Ashmore Estates

The spirits of the sick and poor don’t seem to want to let go of their countryside safe haven

Ashmore Estate’s Mysterious
Paranormal Activity

  • The vivid apparition of a dead inmate is often spotted in the building
  • A child spirit is said to hold peoples' hands and tug on their shirts
  • A spirit is said to shove and accost people in the boiler room
  • Two female spirits reportedly respond to being read to by visitors
  • Unexplained sounds and disembodied voices are often reported
  • Moving shadows are frequently encountered throughout the building

Welcome to Ashmore Estates

Standing amongst the farm fields of southern Illinois is a brick structure with a sense of hollowness to it. Though just a few stories tall, this old building looms intimidatingly over the sprawls of corn that spread out in every direction. Though the signage out front welcomes you to ‘Ashmore Estates,’ this hardly looks like what you’d picture when you imagine the word ‘estates.’

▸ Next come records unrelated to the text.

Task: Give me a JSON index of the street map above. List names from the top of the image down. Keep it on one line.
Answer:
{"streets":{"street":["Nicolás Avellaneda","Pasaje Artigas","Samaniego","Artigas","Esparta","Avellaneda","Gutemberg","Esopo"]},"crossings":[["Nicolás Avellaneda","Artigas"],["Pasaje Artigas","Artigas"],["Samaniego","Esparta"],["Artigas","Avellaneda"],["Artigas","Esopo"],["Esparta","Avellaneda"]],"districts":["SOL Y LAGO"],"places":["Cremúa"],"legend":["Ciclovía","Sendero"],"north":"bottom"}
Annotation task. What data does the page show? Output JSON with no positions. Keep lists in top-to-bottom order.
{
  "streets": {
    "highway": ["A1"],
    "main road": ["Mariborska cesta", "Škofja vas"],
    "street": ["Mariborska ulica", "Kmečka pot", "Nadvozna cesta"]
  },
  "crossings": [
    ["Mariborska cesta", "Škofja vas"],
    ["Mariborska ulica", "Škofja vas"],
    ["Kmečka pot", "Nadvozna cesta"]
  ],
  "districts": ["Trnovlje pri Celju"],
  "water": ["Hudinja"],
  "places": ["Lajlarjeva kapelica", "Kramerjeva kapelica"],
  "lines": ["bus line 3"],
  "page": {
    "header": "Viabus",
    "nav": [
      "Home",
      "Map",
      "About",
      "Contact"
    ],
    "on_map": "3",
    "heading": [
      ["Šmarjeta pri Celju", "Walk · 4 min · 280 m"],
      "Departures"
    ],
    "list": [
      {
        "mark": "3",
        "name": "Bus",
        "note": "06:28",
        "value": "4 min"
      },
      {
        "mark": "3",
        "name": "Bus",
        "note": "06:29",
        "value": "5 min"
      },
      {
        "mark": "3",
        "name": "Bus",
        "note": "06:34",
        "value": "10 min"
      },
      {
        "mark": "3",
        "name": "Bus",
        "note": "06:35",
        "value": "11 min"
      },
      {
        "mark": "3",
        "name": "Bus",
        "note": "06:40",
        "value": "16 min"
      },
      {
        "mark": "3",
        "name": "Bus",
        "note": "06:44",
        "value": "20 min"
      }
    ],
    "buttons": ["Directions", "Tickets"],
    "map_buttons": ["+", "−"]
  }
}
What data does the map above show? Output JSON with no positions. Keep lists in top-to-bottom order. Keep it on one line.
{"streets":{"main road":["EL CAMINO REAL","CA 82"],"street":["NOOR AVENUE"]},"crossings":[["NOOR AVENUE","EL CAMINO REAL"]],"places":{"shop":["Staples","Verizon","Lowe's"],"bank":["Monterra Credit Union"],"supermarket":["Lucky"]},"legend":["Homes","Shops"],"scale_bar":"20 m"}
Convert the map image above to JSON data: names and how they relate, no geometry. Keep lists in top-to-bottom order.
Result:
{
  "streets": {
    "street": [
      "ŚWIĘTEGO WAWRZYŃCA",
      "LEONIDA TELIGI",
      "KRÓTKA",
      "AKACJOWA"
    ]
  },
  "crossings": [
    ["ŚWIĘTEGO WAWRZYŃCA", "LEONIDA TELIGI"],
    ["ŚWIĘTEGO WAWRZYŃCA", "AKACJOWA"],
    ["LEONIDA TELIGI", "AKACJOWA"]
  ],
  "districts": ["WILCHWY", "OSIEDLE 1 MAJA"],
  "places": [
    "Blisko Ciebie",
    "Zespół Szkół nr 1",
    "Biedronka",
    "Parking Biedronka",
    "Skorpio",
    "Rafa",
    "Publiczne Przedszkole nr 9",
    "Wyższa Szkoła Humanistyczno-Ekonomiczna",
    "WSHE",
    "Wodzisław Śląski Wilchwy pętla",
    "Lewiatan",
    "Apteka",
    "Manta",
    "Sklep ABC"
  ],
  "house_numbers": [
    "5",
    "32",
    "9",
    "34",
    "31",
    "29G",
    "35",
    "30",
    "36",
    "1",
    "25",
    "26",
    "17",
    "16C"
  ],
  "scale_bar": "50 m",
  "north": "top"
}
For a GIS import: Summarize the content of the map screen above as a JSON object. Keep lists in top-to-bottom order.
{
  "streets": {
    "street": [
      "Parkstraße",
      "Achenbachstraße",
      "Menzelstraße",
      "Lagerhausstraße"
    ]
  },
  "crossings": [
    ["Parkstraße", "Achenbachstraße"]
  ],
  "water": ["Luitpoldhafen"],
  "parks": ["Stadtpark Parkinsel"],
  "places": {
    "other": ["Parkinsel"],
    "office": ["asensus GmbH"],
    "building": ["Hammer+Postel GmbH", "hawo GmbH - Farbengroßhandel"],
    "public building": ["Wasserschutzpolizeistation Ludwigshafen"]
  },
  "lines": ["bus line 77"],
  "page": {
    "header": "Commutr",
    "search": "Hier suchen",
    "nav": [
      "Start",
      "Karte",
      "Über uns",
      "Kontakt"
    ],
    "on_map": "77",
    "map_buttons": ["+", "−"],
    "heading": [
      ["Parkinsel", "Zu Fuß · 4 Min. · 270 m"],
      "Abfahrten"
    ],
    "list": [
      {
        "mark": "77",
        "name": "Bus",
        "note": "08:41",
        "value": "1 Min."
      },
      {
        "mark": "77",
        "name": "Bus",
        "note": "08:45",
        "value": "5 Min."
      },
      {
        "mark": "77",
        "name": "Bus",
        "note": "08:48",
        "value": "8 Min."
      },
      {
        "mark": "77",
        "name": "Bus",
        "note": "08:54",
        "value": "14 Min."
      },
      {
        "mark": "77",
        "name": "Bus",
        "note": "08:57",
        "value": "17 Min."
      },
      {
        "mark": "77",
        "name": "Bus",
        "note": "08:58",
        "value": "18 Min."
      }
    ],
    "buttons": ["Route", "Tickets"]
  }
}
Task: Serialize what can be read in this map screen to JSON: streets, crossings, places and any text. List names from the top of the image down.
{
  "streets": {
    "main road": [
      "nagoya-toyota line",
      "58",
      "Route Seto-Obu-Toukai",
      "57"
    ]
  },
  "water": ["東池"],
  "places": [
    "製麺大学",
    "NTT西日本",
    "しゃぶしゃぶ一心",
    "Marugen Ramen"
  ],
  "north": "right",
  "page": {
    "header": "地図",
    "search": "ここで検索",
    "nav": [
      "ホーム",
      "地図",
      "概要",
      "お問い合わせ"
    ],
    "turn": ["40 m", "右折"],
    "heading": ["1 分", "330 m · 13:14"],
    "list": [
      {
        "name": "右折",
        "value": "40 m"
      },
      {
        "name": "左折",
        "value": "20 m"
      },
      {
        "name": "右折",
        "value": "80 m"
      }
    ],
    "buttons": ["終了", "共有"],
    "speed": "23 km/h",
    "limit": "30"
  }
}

The History of Ashmore Estates

In the era of Social Security, Medicare, Medicaid, and public assistance programs, it can be hard to imagine how the world ever functioned without these safety nets for the vulnerable. But, if you hearken back far enough, you will find an intricate patchwork of services helping keep the poor, elderly, and infirm on their feet. Many remnants of this past have long since been bulldozed, perhaps out of the interest of modernity or simply out of a vested interest in forgetting unfortunate chapters of history. Ashmore Estates is an example of that past, as it was a prominent poor house during its time.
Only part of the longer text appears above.